#### Material for this task

•••

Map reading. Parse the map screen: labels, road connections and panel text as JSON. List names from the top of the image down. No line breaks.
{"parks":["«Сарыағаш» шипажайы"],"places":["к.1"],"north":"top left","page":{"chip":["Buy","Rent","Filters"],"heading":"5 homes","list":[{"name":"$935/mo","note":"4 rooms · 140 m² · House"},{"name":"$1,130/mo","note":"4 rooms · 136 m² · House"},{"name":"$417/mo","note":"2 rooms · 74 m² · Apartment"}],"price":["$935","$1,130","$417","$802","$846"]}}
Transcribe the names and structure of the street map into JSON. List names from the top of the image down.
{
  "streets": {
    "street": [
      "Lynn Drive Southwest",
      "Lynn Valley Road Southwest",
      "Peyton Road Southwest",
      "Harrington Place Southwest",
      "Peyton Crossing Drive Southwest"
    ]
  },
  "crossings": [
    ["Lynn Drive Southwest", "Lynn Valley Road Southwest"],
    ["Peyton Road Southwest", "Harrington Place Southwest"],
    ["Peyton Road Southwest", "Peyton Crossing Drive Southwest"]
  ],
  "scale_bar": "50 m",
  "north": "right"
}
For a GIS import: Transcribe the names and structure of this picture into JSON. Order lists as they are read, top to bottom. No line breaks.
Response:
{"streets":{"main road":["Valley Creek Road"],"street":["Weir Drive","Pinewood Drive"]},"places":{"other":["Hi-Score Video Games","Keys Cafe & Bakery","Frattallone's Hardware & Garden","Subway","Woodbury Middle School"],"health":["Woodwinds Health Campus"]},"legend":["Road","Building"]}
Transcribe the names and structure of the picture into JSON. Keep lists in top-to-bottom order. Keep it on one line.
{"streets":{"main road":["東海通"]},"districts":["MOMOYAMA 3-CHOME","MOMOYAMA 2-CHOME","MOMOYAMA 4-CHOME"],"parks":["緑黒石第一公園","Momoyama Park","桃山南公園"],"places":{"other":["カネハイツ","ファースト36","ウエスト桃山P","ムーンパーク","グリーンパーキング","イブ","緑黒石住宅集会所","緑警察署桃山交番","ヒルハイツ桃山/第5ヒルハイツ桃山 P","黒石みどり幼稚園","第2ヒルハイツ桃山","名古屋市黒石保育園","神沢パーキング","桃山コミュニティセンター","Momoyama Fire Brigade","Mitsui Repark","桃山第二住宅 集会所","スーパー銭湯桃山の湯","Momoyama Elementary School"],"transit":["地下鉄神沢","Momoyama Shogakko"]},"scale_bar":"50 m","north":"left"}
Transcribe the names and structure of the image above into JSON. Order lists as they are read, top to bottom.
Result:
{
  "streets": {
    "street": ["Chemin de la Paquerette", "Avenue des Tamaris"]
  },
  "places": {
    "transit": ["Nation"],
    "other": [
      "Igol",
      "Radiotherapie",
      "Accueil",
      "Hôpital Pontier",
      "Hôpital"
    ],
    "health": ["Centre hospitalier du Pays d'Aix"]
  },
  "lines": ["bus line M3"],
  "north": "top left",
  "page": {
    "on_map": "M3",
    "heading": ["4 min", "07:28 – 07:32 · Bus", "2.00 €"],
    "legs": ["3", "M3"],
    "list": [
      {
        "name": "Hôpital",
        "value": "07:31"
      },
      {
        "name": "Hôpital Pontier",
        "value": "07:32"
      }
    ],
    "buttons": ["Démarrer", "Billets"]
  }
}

•••

#### What you are asked to do
Retype each line above with no alterations.

#### Response area
Map reading. Parse the map screen: labels, road connections and panel text as JSON. List names from the top of the image down. No line breaks.
{"parks":["«Сарыағаш» шипажайы"],"places":["к.1"],"north":"top left","page":{"chip":["Buy","Rent","Filters"],"heading":"5 homes","list":[{"name":"$935/mo","note":"4 rooms · 140 m² · House"},{"name":"$1,130/mo","note":"4 rooms · 136 m² · House"},{"name":"$417/mo","note":"2 rooms · 74 m² · Apartment"}],"price":["$935","$1,130","$417","$802","$846"]}}
Transcribe the names and structure of the street map into JSON. List names from the top of the image down.
{
  "streets": {
    "street": [
      "Lynn Drive Southwest",
      "Lynn Valley Road Southwest",
      "Peyton Road Southwest",
      "Harrington Place Southwest",
      "Peyton Crossing Drive Southwest"
    ]
  },
  "crossings": [
    ["Lynn Drive Southwest", "Lynn Valley Road Southwest"],
    ["Peyton Road Southwest", "Harrington Place Southwest"],
    ["Peyton Road Southwest", "Peyton Crossing Drive Southwest"]
  ],
  "scale_bar": "50 m",
  "north": "right"
}
For a GIS import: Transcribe the names and structure of this picture into JSON. Order lists as they are read, top to bottom. No line breaks.
Response:
{"streets":{"main road":["Valley Creek Road"],"street":["Weir Drive","Pinewood Drive"]},"places":{"other":["Hi-Score Video Games","Keys Cafe & Bakery","Frattallone's Hardware & Garden","Subway","Woodbury Middle School"],"health":["Woodwinds Health Campus"]},"legend":["Road","Building"]}
Transcribe the names and structure of the picture into JSON. Keep lists in top-to-bottom order. Keep it on one line.
{"streets":{"main road":["東海通"]},"districts":["MOMOYAMA 3-CHOME","MOMOYAMA 2-CHOME","MOMOYAMA 4-CHOME"],"parks":["緑黒石第一公園","Momoyama Park","桃山南公園"],"places":{"other":["カネハイツ","ファースト36","ウエスト桃山P","ムーンパーク","グリーンパーキング","イブ","緑黒石住宅集会所","緑警察署桃山交番","ヒルハイツ桃山/第5ヒルハイツ桃山 P","黒石みどり幼稚園","第2ヒルハイツ桃山","名古屋市黒石保育園","神沢パーキング","桃山コミュニティセンター","Momoyama Fire Brigade","Mitsui Repark","桃山第二住宅 集会所","スーパー銭湯桃山の湯","Momoyama Elementary School"],"transit":["地下鉄神沢","Momoyama Shogakko"]},"scale_bar":"50 m","north":"left"}
Transcribe the names and structure of the image above into JSON. Order lists as they are read, top to bottom.
Result:
{
  "streets": {
    "street": ["Chemin de la Paquerette", "Avenue des Tamaris"]
  },
  "places": {
    "transit": ["Nation"],
    "other": [
      "Igol",
      "Radiotherapie",
      "Accueil",
      "Hôpital Pontier",
      "Hôpital"
    ],
    "health": ["Centre hospitalier du Pays d'Aix"]
  },
  "lines": ["bus line M3"],
  "north": "top left",
  "page": {
    "on_map": "M3",
    "heading": ["4 min", "07:28 – 07:32 · Bus", "2.00 €"],
    "legs": ["3", "M3"],
    "list": [
      {
        "name": "Hôpital",
        "value": "07:31"
      },
      {
        "name": "Hôpital Pontier",
        "value": "07:32"
      }
    ],
    "buttons": ["Démarrer", "Billets"]
  }
}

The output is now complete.